PROBLEM: An exact transcription is needed, starting with the line that contains "I am building" and ending with the last line of the records.

[[ RECORDED INFORMATION open ]]

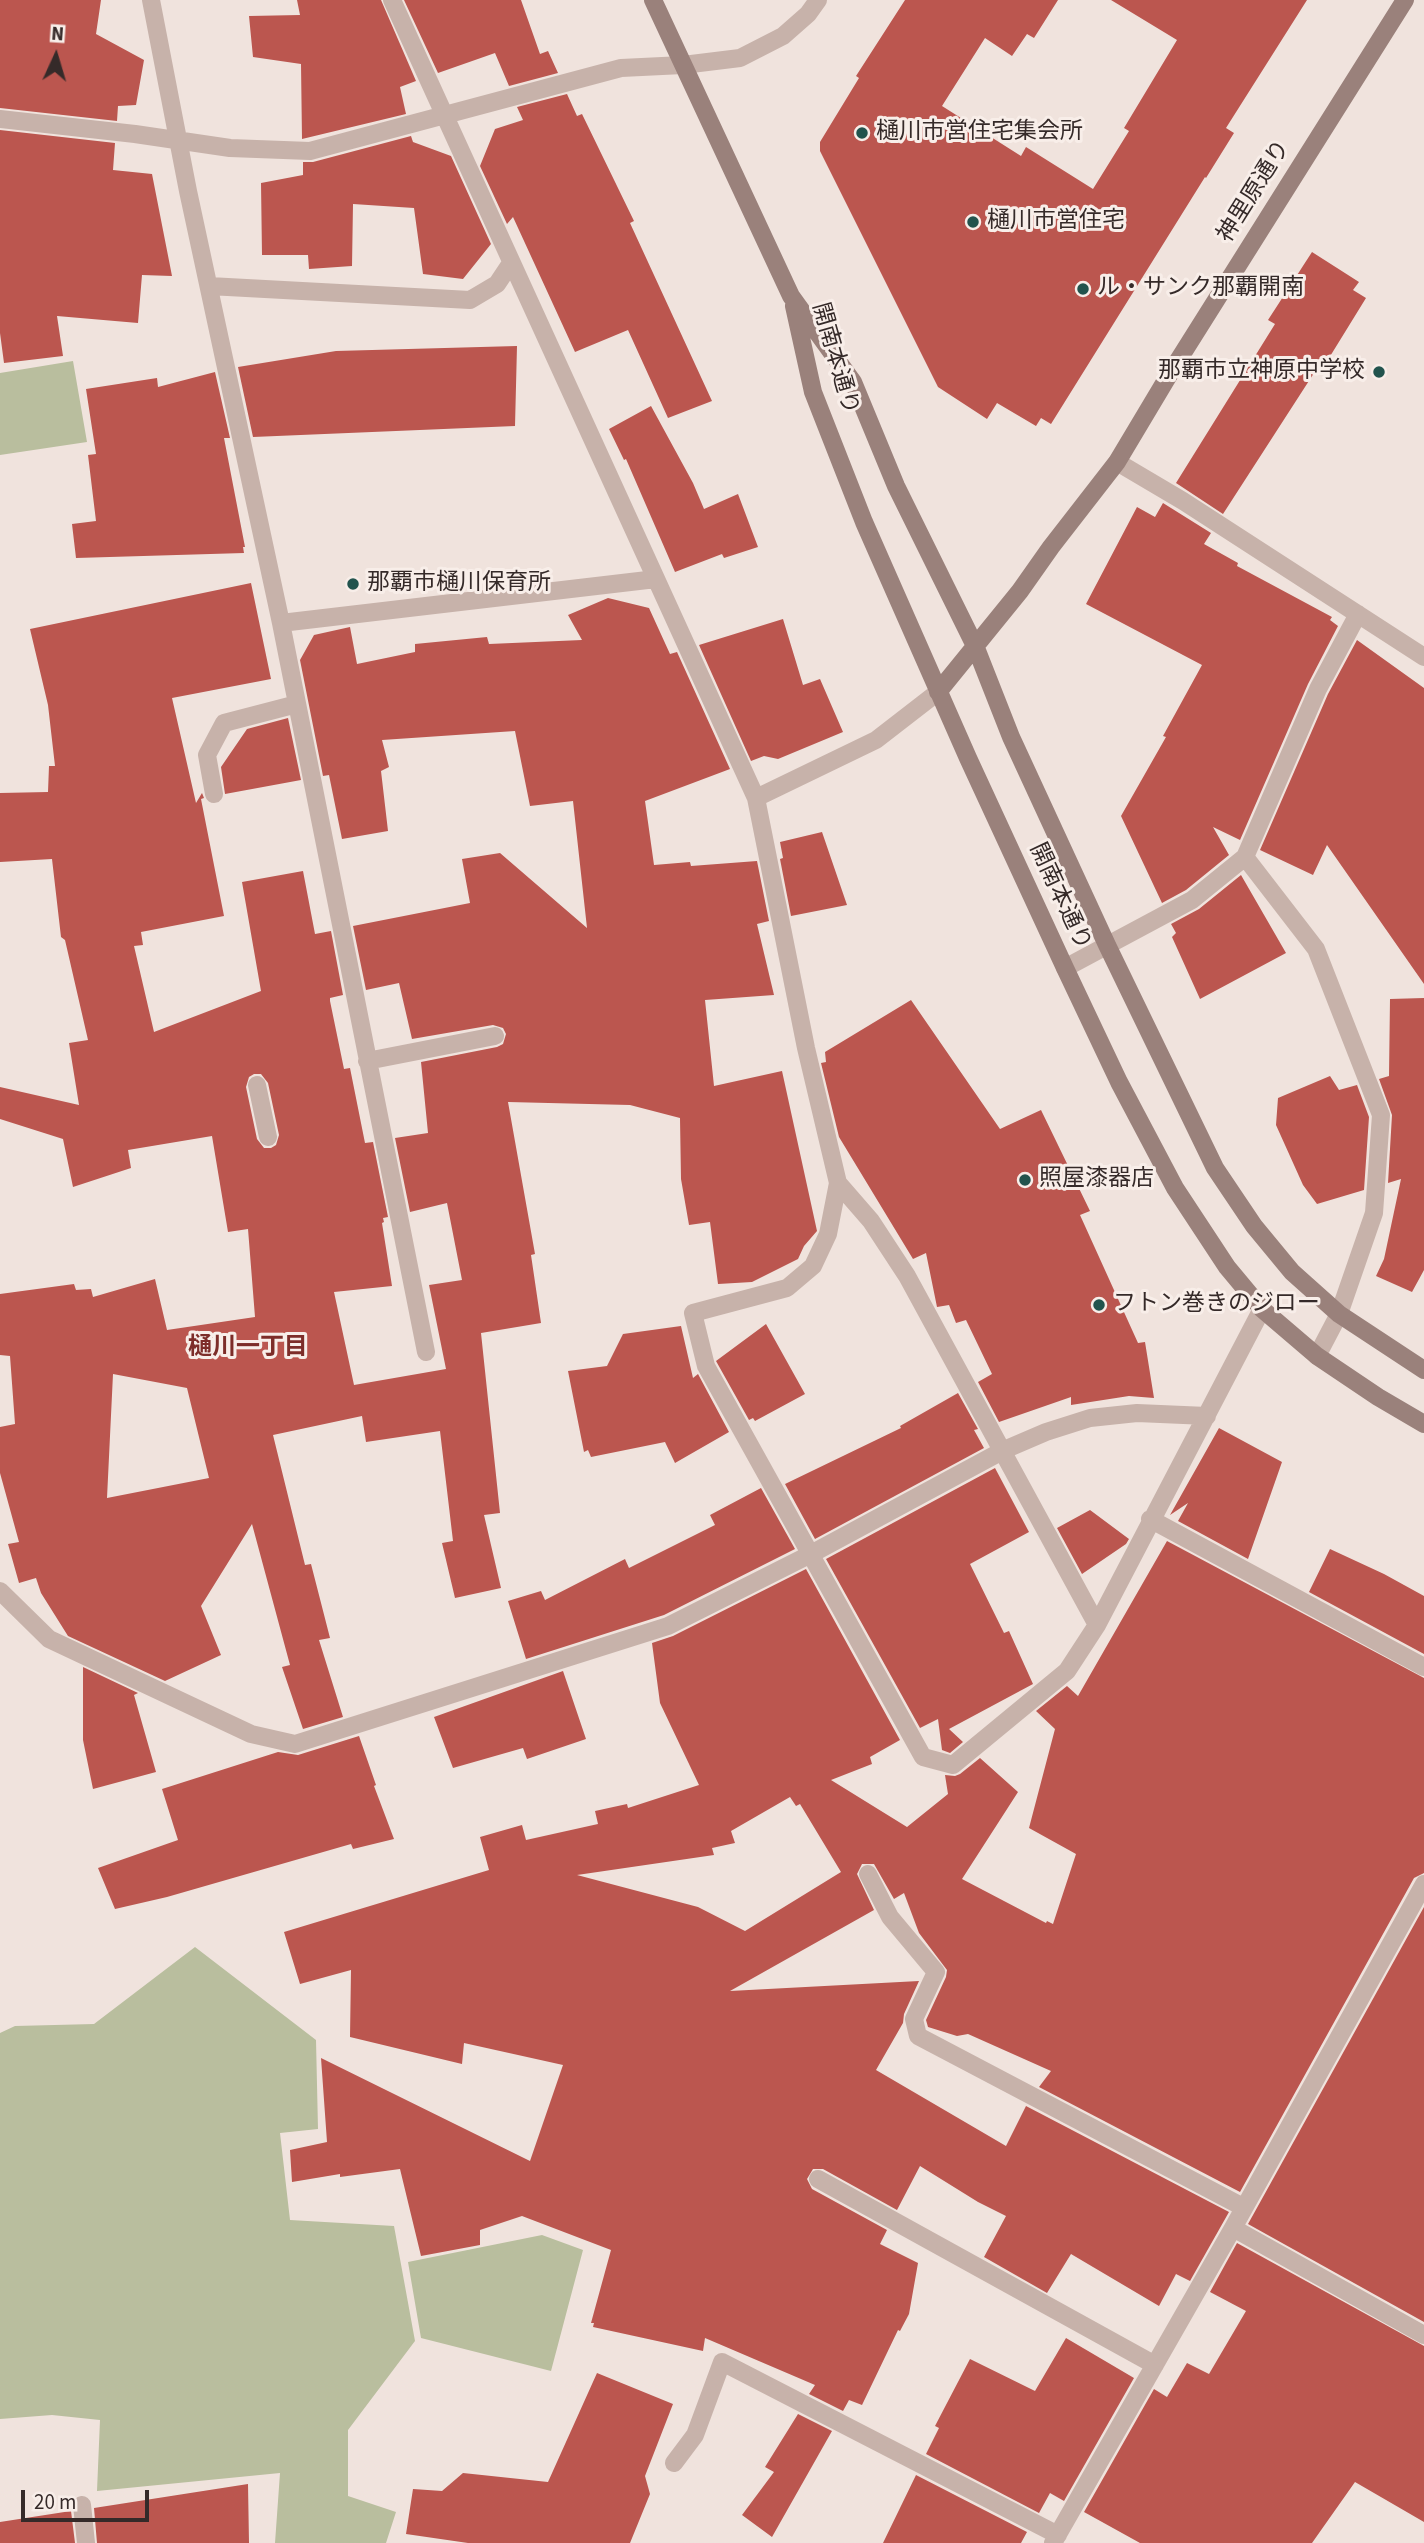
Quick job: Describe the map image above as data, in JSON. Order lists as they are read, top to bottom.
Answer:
{
  "streets": {
    "main road": ["神里原通り", "開南本通り"]
  },
  "crossings": [
    ["神里原通り", "開南本通り"]
  ],
  "districts": ["樋川一丁目"],
  "places": [
    "樋川市営住宅集会所",
    "樋川市営住宅",
    "ル・サンク那覇開南",
    "那覇市立神原中学校",
    "那覇市樋川保育所",
    "照屋漆器店",
    "フトン巻きのジロー"
  ],
  "scale_bar": "20 m",
  "north": "top"
}
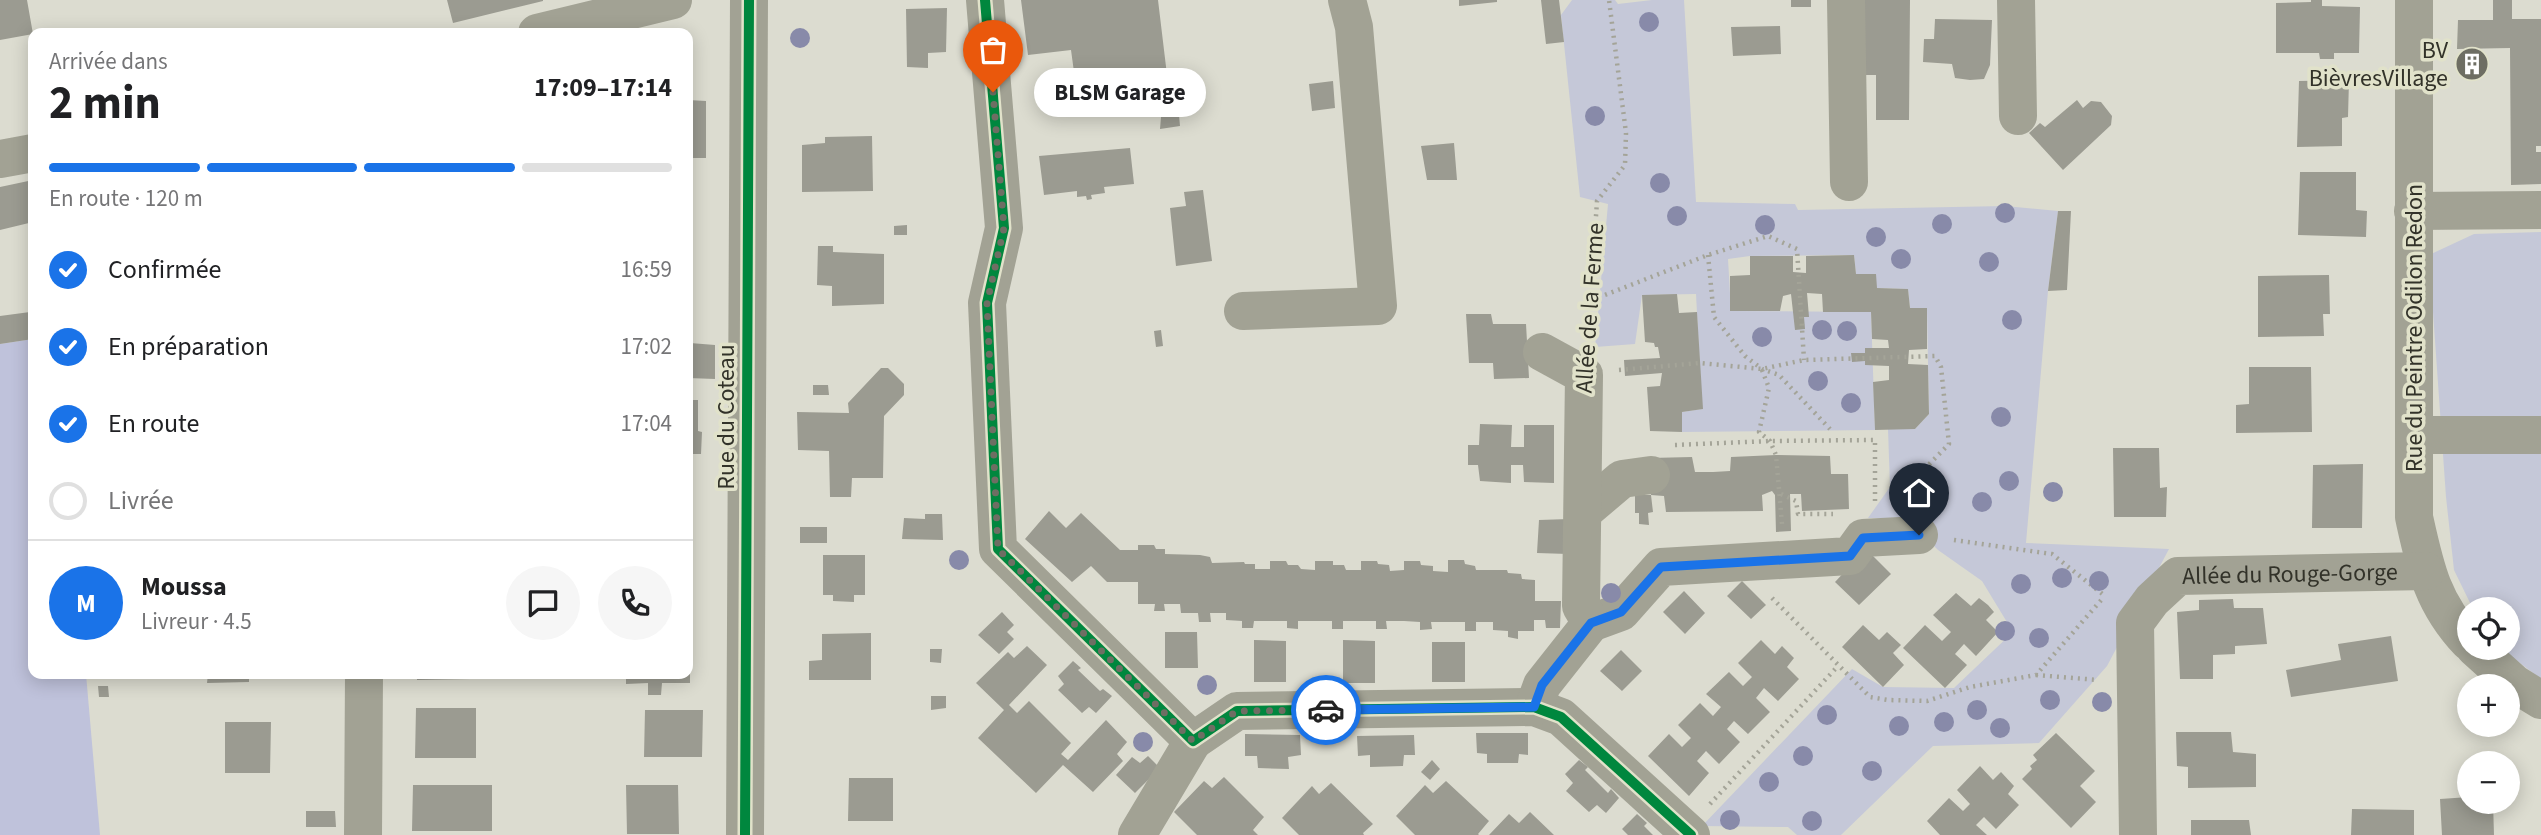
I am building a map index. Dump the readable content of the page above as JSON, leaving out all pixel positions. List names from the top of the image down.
{
  "streets": {
    "street": [
      "Allée de la Ferme",
      "Rue du Peintre Odilon Redon",
      "Rue du Coteau",
      "Allée du Rouge-Gorge"
    ]
  },
  "crossings": [
    ["Rue du Peintre Odilon Redon", "Allée du Rouge-Gorge"]
  ],
  "places": {
    "building": ["BV BièvresVillage"],
    "other": ["BLSM Garage"]
  },
  "page": {
    "heading": ["2 min", "Arrivée dans", "17:09–17:14"],
    "panel": ["Moussa", "Livreur · 4.5"],
    "bubble": "BLSM Garage",
    "bar": "En route · 120 m",
    "list": [
      ["Confirmée", "16:59"],
      ["En préparation", "17:02"],
      ["En route", "17:04"],
      "Livrée"
    ],
    "round": "M",
    "map_buttons": ["+", "−"]
  }
}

[[ RECORDED INFORMATION closed ]]

SOLUTION TO THIS TASK:
I am building a map index. Dump the readable content of the page above as JSON, leaving out all pixel positions. List names from the top of the image down.
{
  "streets": {
    "street": [
      "Allée de la Ferme",
      "Rue du Peintre Odilon Redon",
      "Rue du Coteau",
      "Allée du Rouge-Gorge"
    ]
  },
  "crossings": [
    ["Rue du Peintre Odilon Redon", "Allée du Rouge-Gorge"]
  ],
  "places": {
    "building": ["BV BièvresVillage"],
    "other": ["BLSM Garage"]
  },
  "page": {
    "heading": ["2 min", "Arrivée dans", "17:09–17:14"],
    "panel": ["Moussa", "Livreur · 4.5"],
    "bubble": "BLSM Garage",
    "bar": "En route · 120 m",
    "list": [
      ["Confirmée", "16:59"],
      ["En préparation", "17:02"],
      ["En route", "17:04"],
      "Livrée"
    ],
    "round": "M",
    "map_buttons": ["+", "−"]
  }
}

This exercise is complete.